Speaking at a meeting with Malaysian Ambassador to Tehran Raja Nushirwan Zainal Abidin on Tuesday, Iran's Deputy Minister of Cooperatives, Labor, and Social Welfare and Head of Iranian Technical and Vocational Training Organization (ITVTO) Mohammad Amin Sazgarnejad voiced satisfaction towards development of Malaysia as an Islamic country; “especially, Malaysia’s ‘Vision 2020’ is truly appreciable.”

Sazgarnejad deemed vocational education as a possible venue for cooperation between the two countries expressing hope that bilateral ties will be strengthened in this regard.

“Numerous Iranian students are studying in Malaysia,” underlined the official emphasizing the need to boost collaboration between the two countries in areas of technical and vocational education.

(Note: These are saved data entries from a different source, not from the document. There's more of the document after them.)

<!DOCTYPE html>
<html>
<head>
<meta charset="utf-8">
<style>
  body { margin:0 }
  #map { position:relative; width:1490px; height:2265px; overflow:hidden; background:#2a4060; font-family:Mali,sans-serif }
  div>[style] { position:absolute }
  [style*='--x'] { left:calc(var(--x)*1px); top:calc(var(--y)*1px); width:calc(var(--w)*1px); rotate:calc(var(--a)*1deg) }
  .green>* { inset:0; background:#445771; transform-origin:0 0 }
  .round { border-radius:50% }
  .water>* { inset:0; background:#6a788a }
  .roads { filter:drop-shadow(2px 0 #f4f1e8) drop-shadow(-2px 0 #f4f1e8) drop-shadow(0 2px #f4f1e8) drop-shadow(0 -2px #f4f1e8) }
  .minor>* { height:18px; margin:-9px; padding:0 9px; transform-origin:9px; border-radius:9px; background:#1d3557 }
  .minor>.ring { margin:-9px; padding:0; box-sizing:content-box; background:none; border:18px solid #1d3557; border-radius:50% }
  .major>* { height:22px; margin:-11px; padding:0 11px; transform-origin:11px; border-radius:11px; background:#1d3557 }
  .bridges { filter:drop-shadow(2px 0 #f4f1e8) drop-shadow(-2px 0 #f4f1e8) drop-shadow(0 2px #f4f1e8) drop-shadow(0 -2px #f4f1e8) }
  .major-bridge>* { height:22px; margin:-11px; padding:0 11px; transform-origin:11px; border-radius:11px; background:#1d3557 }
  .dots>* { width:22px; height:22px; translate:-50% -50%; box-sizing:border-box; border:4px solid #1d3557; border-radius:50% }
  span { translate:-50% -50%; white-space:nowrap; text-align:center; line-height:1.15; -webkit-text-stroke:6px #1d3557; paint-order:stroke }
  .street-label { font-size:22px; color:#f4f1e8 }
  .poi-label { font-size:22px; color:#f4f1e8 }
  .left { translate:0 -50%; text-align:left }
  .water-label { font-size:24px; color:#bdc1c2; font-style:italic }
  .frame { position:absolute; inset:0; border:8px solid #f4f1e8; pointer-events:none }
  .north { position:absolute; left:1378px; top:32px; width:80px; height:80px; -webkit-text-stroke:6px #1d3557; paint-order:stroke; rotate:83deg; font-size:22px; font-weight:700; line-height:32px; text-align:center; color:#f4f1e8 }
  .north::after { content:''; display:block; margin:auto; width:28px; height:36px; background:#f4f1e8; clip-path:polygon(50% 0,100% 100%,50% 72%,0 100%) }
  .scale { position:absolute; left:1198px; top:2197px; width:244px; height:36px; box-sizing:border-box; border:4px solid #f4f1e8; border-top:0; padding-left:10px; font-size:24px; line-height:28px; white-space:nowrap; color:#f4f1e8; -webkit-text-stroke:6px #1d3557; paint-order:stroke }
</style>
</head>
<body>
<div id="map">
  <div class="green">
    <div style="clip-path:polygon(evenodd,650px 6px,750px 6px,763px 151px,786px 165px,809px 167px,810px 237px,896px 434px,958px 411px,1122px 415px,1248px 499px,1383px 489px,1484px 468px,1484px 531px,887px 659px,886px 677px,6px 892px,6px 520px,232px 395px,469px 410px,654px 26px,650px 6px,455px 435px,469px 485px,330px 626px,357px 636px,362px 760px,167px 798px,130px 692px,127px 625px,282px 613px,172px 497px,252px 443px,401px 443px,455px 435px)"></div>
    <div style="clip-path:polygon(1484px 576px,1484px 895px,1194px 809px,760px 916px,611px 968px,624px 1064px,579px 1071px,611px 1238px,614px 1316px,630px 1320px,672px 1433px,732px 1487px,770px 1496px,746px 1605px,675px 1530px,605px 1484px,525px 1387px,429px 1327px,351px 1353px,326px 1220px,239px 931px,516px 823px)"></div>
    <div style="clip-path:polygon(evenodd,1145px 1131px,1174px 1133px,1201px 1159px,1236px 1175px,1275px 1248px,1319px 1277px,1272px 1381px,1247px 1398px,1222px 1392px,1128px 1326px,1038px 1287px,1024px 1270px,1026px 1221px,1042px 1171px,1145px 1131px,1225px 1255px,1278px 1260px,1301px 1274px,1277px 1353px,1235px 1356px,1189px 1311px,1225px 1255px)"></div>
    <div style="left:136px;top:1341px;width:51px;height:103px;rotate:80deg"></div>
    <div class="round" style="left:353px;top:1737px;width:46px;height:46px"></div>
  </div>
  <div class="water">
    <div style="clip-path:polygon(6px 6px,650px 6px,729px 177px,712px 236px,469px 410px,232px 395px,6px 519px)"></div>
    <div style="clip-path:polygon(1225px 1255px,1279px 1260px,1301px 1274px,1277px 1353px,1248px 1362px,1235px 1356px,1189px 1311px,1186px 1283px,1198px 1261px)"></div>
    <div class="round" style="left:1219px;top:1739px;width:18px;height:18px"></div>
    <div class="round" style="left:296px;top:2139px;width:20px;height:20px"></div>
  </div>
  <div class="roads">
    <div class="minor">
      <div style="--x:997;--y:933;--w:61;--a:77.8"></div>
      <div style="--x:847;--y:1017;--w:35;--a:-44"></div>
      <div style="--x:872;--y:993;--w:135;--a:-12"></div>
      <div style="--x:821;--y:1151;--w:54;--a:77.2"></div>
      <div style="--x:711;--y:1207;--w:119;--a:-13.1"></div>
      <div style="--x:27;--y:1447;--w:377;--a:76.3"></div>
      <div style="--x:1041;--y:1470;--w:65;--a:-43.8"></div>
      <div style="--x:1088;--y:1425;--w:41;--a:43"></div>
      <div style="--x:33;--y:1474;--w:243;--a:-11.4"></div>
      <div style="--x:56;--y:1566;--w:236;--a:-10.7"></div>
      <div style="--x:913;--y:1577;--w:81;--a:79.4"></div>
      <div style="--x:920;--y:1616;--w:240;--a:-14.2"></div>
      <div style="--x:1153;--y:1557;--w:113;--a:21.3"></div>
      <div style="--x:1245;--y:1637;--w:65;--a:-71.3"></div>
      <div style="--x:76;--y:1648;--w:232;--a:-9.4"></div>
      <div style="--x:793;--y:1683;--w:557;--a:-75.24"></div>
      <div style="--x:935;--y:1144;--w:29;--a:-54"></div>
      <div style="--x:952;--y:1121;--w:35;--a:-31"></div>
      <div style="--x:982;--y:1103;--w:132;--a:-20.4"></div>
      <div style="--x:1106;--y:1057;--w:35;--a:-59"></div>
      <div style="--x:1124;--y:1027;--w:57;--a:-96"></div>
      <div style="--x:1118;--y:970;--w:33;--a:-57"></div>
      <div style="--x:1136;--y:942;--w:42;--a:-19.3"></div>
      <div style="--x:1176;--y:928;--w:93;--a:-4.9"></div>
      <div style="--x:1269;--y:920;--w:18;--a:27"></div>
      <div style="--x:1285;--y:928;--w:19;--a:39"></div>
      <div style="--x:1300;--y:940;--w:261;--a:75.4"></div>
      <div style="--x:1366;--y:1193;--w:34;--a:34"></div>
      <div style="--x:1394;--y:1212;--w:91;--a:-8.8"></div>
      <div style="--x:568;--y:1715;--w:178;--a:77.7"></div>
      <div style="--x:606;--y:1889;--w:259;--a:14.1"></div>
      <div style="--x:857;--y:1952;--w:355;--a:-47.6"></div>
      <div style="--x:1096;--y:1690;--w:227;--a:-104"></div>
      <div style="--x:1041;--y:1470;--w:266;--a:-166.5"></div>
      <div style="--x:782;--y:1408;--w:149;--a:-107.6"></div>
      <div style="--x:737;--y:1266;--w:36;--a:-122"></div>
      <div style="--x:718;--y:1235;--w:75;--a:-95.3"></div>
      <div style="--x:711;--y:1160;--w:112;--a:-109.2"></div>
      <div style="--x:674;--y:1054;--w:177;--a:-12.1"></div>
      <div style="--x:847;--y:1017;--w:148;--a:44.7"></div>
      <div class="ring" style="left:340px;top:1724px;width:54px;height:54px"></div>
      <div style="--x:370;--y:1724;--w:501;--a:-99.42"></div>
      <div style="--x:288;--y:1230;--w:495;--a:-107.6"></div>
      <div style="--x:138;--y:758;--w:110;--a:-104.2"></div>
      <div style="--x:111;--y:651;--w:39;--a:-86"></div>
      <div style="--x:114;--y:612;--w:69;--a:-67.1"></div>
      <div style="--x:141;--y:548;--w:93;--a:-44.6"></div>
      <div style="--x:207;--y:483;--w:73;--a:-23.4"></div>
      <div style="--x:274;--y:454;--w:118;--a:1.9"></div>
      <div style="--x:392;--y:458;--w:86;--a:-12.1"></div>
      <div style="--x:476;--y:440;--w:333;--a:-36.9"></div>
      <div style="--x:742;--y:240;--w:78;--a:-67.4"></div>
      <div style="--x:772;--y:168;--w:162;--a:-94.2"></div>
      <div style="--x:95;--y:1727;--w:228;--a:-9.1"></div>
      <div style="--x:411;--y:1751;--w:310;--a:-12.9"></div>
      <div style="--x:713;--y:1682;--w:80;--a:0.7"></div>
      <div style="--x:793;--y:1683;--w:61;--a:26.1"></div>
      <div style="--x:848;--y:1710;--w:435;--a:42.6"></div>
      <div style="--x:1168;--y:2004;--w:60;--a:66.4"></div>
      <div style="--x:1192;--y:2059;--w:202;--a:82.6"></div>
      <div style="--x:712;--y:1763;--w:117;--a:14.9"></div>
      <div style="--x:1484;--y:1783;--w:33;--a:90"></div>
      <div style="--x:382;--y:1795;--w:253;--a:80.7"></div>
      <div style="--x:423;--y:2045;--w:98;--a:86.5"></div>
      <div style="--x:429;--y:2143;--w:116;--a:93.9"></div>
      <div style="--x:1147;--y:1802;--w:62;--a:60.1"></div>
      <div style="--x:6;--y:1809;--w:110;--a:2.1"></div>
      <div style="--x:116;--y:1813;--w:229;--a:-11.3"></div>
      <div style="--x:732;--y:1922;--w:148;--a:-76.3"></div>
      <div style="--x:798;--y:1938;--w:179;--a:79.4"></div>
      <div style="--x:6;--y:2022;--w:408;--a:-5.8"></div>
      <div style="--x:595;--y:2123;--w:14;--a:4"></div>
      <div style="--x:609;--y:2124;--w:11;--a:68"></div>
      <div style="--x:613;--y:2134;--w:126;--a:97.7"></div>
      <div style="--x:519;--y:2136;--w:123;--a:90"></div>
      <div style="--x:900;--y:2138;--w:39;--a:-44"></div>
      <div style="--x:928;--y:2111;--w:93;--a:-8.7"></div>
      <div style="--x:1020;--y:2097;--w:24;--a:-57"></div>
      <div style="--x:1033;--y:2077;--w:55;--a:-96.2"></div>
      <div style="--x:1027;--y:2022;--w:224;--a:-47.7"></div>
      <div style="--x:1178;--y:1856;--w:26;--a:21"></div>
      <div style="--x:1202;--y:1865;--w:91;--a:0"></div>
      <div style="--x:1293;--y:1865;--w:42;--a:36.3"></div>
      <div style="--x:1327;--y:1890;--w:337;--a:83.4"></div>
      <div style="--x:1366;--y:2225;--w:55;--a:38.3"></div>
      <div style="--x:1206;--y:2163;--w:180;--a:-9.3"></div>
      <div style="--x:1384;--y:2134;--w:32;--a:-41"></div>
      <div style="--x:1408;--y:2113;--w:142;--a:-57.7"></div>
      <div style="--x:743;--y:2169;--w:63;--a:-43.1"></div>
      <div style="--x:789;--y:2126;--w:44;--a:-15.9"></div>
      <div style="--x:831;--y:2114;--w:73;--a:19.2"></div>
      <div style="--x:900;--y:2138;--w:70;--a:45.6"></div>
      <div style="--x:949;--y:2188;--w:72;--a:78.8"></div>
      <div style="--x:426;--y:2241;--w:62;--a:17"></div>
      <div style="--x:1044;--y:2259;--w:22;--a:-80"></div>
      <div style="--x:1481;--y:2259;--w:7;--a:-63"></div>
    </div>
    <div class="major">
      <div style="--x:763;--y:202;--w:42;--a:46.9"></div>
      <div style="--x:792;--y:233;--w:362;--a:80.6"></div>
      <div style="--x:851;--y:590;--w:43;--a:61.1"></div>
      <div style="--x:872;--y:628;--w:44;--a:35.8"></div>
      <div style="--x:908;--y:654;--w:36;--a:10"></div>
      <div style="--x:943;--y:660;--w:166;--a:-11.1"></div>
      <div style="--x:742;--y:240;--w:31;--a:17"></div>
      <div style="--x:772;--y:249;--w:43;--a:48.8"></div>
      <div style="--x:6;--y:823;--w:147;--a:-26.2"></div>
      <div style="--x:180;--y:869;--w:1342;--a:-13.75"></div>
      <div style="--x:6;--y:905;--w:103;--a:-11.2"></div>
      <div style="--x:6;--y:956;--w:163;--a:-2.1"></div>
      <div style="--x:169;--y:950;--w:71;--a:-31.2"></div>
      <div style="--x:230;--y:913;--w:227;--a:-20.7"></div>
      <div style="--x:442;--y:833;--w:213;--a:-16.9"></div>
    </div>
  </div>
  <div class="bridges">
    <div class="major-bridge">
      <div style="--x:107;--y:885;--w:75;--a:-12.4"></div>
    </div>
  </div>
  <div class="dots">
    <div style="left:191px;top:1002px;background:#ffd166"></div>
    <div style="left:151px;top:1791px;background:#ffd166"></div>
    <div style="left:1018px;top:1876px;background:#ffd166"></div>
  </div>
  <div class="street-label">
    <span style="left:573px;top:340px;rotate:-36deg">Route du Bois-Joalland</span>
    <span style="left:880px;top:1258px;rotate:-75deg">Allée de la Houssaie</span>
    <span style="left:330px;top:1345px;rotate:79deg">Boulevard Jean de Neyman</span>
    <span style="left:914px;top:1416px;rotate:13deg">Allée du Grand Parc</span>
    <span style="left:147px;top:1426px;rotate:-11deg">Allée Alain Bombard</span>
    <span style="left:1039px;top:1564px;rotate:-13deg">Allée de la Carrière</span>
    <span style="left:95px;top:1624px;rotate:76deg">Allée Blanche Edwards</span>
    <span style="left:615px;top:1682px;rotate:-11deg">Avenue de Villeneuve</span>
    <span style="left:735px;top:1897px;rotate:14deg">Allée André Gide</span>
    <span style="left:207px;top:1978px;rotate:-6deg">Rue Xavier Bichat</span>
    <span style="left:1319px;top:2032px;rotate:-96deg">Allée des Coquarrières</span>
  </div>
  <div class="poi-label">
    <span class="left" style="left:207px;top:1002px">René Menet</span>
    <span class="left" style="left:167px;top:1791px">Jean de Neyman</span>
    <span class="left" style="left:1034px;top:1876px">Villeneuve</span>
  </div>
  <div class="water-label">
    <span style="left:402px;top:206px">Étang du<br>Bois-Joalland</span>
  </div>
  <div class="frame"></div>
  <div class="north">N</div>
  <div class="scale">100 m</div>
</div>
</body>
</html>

He invited the Malaysian ambassador to make a visit to ITVTO in order to become closely familiar with the features and capabilities of the organization.

Sazgarnejad pointed out that Iran hold good cooperation with different countries in the field of technical and vocational training, including Western countries, East Asian states, Japan, South Korea and India.

Iran’s deputy labor minister went on to enumerated several other venues for cooperation between the two sides in areas of vocational training concluding “in view of Iran’s condition in the post sanction era, creation of a specialized training center with the participation of Malaysian oil and gas companies in Iran to provide training to oil industry workers can bring about positive outcomes in the ties between the two countries.”

Malaysian Ambassador to Tehran Raja Nushirwan Zainal Abidin, for his part, said “Iranians have had an active role in technical cooperation in Malaysia since 1981.”

He underlined that much work has been done between the two sides; “we have tried to invite academic people to conduct cooperation between Iran and Malaysia and we are eager to hold joint sessions with the presence of Iranian academic, technical and professional figures.”

He further reported on the signing of a Memorandum of Understanding (MoU) between the Iranian and Malaysian governments on human resource development concluding “in line with the inked MoU, we can run collaborations in the field of technical and vocational education.